The cost of government healthcare programs will more than double by
2022 with federal spending on Medicare, Medicaid and other healthcare
programs reaching $1.8 trillion – about 7 percent of the entire economy.
“The fundamental fiscal challenge for this decade and beyond remains
the aging of the population and rising costs for healthcare,” said
Douglas Elmendorf, director of the CBO, during a press briefing Tuesday
broadcast live on C-Span.
Under current law – meaning that such things as the cuts required by
the Budget Control Act and the cuts to physicians’ Medicare payments
actually happen – the CBO expects spending on Social Security and
Medicare will rise by about 2 percent this year to $2.1 trillion or
13.3 percent of gross domestic product (GDP) and it will remain nearly
the same for 2013, but thereafter, the CBO expects an increase of about
6 percent per year to reach $3.5 trillion by 2022.

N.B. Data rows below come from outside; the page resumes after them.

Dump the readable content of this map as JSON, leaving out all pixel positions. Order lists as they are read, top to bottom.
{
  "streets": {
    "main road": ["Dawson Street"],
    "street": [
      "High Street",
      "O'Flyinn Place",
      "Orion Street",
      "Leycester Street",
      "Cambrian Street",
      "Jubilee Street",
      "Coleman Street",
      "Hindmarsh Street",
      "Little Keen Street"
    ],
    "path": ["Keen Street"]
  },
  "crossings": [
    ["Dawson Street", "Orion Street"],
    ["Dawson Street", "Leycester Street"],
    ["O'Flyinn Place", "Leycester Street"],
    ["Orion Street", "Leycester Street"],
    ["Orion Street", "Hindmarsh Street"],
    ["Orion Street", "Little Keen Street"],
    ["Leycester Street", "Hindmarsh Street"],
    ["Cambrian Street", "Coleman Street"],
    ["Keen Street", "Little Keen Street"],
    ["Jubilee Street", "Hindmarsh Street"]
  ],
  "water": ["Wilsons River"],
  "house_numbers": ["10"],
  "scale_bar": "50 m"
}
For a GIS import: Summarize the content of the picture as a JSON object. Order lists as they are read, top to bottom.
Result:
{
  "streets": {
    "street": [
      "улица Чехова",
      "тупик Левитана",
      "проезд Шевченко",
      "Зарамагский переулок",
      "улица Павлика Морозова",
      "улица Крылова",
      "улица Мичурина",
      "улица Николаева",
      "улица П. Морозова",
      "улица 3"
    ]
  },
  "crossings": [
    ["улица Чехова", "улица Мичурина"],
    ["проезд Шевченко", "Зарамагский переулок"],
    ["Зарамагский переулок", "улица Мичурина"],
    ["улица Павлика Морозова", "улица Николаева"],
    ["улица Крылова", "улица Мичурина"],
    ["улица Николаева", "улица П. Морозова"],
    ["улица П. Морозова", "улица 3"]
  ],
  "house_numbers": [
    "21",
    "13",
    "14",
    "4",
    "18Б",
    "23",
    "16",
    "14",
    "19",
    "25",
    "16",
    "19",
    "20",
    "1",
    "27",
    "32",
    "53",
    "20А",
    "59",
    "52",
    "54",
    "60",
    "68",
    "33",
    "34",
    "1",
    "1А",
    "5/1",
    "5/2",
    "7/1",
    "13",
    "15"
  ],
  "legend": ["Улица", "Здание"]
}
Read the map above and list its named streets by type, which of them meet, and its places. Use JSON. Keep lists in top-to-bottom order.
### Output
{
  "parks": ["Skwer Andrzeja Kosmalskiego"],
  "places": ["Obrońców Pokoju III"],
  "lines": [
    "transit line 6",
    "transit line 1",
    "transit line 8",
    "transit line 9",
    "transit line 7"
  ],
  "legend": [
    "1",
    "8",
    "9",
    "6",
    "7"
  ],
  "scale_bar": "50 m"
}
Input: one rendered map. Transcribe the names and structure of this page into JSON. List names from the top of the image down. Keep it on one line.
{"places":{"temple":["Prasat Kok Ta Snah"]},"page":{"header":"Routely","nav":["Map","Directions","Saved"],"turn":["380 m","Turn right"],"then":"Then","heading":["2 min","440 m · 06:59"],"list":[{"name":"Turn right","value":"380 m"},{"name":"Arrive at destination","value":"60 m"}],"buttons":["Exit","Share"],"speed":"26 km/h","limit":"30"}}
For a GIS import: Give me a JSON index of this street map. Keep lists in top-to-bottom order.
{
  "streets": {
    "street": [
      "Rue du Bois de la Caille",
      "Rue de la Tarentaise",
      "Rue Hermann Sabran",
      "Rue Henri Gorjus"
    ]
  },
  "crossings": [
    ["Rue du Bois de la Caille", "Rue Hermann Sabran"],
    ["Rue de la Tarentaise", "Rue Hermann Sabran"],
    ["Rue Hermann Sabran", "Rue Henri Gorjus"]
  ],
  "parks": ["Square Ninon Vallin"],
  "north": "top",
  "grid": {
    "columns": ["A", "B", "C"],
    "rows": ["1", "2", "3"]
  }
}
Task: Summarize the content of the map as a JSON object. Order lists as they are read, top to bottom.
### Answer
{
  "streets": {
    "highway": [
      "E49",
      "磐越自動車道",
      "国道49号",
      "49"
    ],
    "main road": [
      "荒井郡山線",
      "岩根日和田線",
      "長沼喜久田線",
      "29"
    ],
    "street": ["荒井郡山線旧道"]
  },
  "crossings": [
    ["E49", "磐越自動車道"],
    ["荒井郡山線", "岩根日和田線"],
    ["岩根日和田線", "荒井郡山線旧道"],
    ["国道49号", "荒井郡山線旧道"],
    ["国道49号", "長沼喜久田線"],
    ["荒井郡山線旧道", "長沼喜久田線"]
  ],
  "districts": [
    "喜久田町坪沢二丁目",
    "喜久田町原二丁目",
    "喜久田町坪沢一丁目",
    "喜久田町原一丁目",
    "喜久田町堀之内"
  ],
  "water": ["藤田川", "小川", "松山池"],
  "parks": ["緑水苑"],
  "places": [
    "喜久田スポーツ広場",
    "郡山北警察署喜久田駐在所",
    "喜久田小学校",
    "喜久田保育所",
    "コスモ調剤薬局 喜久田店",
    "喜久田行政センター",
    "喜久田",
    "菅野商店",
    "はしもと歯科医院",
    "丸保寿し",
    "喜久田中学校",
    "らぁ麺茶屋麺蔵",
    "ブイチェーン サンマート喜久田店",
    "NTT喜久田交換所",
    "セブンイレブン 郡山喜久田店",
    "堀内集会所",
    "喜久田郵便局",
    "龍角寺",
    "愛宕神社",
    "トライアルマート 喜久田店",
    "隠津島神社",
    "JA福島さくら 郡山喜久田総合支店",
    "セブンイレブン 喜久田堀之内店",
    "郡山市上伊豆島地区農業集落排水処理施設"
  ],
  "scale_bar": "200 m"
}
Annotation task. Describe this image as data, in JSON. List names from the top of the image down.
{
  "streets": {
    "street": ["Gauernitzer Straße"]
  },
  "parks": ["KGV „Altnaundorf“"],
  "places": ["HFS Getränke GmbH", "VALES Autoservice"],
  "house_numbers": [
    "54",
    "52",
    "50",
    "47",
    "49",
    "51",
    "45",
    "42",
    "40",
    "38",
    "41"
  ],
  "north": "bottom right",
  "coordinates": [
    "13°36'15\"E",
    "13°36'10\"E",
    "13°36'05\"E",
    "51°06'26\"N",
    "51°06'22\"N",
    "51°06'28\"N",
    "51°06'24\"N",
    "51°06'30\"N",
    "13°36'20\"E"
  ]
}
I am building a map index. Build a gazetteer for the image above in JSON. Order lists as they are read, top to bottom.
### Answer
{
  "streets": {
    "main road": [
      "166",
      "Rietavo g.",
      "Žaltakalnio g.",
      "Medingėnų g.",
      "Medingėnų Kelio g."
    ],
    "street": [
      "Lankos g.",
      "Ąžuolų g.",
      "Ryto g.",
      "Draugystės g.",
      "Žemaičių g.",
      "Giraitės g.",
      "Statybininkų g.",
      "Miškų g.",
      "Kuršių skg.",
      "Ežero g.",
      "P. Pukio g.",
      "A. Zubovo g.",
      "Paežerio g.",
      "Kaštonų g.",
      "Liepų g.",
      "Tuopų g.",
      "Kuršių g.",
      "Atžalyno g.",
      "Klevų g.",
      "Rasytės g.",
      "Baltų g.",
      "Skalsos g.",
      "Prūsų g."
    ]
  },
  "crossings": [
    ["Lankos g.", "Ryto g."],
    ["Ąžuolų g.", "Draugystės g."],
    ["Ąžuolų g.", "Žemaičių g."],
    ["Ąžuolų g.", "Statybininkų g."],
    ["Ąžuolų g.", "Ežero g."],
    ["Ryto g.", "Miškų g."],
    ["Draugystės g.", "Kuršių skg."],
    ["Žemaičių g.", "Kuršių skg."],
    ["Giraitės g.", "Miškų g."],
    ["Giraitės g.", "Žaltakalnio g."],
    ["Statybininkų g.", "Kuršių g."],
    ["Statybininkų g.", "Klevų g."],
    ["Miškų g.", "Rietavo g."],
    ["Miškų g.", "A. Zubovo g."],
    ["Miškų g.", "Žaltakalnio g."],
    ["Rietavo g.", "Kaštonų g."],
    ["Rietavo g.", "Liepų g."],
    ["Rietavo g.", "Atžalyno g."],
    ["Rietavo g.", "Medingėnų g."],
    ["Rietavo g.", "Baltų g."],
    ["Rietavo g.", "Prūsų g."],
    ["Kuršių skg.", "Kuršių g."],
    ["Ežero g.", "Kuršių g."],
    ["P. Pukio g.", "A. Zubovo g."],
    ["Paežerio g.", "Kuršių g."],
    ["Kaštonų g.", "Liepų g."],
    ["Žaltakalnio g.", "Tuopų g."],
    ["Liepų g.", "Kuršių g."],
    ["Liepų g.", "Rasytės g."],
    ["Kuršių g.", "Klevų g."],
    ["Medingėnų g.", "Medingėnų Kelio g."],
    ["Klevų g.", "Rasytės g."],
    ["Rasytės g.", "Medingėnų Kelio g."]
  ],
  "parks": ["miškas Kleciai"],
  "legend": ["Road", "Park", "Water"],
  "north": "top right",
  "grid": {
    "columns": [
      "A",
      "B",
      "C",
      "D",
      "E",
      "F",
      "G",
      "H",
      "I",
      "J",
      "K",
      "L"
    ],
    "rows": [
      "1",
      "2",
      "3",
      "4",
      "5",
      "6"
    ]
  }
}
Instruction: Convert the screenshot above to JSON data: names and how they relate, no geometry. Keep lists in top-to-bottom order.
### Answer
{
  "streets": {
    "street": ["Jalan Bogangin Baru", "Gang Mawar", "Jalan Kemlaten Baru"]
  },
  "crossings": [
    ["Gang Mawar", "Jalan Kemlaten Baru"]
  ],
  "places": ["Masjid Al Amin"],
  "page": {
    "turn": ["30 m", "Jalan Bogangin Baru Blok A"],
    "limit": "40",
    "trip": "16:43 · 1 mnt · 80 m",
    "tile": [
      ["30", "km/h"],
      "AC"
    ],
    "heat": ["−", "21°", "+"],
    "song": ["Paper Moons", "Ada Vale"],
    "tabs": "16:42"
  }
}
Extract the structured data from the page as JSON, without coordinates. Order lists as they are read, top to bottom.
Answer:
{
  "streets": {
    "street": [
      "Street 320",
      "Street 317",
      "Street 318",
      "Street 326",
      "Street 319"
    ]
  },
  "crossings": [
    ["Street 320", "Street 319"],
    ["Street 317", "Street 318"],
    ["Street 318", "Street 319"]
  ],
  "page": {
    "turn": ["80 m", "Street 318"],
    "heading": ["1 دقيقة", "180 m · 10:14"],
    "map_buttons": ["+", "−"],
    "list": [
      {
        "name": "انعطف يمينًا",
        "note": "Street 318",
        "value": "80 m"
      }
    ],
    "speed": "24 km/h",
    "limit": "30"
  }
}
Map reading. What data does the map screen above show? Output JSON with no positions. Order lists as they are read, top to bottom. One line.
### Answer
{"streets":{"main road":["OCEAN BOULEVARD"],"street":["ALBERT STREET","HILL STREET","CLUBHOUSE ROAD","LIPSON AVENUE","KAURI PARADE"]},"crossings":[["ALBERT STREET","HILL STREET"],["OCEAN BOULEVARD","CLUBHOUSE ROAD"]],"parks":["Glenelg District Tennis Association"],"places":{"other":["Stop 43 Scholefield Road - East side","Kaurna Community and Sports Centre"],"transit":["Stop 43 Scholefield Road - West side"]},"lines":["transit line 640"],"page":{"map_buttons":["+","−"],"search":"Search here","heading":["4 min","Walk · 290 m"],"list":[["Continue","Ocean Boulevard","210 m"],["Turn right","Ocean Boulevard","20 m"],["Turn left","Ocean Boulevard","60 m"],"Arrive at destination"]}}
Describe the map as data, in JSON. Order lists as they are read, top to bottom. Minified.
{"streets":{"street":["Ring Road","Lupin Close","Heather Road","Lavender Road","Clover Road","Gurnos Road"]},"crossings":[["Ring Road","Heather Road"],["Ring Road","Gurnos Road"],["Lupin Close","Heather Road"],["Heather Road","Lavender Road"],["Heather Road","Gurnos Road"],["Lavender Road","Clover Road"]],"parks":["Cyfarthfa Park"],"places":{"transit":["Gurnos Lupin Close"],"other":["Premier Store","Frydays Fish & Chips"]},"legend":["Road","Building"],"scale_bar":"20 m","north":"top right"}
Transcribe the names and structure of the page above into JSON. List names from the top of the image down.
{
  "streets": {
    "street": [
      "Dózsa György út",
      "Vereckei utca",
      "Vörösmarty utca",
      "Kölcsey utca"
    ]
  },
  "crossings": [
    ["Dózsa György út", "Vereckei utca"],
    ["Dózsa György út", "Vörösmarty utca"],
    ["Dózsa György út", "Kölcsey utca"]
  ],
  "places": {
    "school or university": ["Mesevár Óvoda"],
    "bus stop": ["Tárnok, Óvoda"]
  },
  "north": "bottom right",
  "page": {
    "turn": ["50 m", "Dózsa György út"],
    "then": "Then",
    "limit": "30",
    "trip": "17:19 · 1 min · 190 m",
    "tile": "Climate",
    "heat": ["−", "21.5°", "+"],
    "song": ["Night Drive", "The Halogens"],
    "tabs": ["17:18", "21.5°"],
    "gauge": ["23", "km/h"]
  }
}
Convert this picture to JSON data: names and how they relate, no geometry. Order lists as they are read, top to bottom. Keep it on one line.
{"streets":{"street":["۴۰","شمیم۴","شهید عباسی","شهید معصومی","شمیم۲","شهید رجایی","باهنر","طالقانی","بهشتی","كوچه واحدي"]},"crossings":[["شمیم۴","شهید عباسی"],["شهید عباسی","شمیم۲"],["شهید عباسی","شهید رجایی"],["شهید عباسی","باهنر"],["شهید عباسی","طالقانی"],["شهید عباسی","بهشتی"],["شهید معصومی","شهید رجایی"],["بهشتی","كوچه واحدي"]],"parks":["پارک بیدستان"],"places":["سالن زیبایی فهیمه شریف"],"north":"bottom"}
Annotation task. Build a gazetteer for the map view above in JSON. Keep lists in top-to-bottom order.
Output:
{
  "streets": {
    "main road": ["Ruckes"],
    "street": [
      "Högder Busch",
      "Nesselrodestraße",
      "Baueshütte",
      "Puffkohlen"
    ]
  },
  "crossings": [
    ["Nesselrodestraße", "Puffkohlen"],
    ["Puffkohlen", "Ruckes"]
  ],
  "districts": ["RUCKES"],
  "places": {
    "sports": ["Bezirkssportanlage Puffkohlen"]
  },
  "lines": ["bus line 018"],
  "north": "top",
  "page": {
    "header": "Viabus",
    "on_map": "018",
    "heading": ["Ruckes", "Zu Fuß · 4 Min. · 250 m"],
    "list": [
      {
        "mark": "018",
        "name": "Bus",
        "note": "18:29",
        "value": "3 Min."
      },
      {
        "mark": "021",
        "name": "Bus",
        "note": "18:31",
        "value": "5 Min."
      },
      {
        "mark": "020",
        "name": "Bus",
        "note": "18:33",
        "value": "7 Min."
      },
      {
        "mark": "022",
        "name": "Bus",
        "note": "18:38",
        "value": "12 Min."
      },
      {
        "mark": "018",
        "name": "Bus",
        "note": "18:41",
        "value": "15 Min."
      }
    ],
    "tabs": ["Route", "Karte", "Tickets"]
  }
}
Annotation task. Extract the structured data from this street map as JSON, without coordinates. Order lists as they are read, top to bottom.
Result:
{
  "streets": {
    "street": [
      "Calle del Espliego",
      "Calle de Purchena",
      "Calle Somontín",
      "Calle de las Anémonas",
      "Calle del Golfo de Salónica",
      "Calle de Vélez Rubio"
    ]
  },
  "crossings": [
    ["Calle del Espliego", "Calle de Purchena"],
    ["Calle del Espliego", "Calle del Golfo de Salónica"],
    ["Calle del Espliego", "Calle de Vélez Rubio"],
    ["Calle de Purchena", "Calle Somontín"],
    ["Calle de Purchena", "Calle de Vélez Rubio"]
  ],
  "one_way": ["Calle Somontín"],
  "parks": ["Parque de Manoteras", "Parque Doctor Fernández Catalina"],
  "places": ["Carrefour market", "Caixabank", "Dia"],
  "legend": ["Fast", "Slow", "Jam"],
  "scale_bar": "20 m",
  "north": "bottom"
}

Elmendorf said that the CBO would have more data about the federal
healthcare plans in its March forecast. “Although this outlook is the
one that gets the most attention in the year, in fact we get more of
the data we use for updating the health projections between now and the
March baseline,” he said. The March projections should also include
projections of the effects of the Affordable Care Act (ACA) on the
federal healthcare plans.
Of the healthcare plans data the current projections did examine, the
CBO noted that there is very slow growth in Medicare spending per
beneficiary in the next decade due to the sustainable growth rate (SGR)
cut to physicians’ Medicare payments, additional restraint imposed by
the ACA and a Medicare population that is expected to get younger as
more beneficiaries join at age 65 needing less expensive care.
Under the CBO’s current law baseline there are potential savings in
Oversees Contingency Operations (OCO) that could be used to pay for the
repeal of the SGR, as many medical societies have been proposing.
Whether those are “true savings,” said Elmendorf, depends on the need
to fund unforeseen military action.
The CBO estimated the country’s projected deficit for 2012 will be
$1.079 trillion, about 2 percent below last year’s deficit but still
higher than any deficit between 1947 and 2008. The deficit will
continue to drop over the next decade if current law remains in effect.
The CBO offered an alternative scenario if recent policies rather than
current law reign. Under the CBO’s alternative fiscal scenario – in
which expiring tax provisions (not including the payroll tax reduction)
are extended, the cut to physicians’ Medicare payments is kept at its
current level, the alternative minimum tax is indexed for inflation
after 2011 and the reductions mandated by the Budget Control Act do not
happen – deficits would average 5.4 percent of the GDP over the
2013-2022 period rather than the current law projection of 1.5 percent
and public debt would reach 94 percent of GDP.
“There is no plausible economic outcome under which the policies of the
alternative fiscal scenario … would lead to a sustainable budget
outcome,” Elmendorf said. “… changing current laws to let current
policies continue along the lines of the alternative scenario we’ve
outlined would boost the economy and allow people to pay less in taxes
and benefit more from government programs in the next few years but
would put the nation on an unsustainable fiscal course.”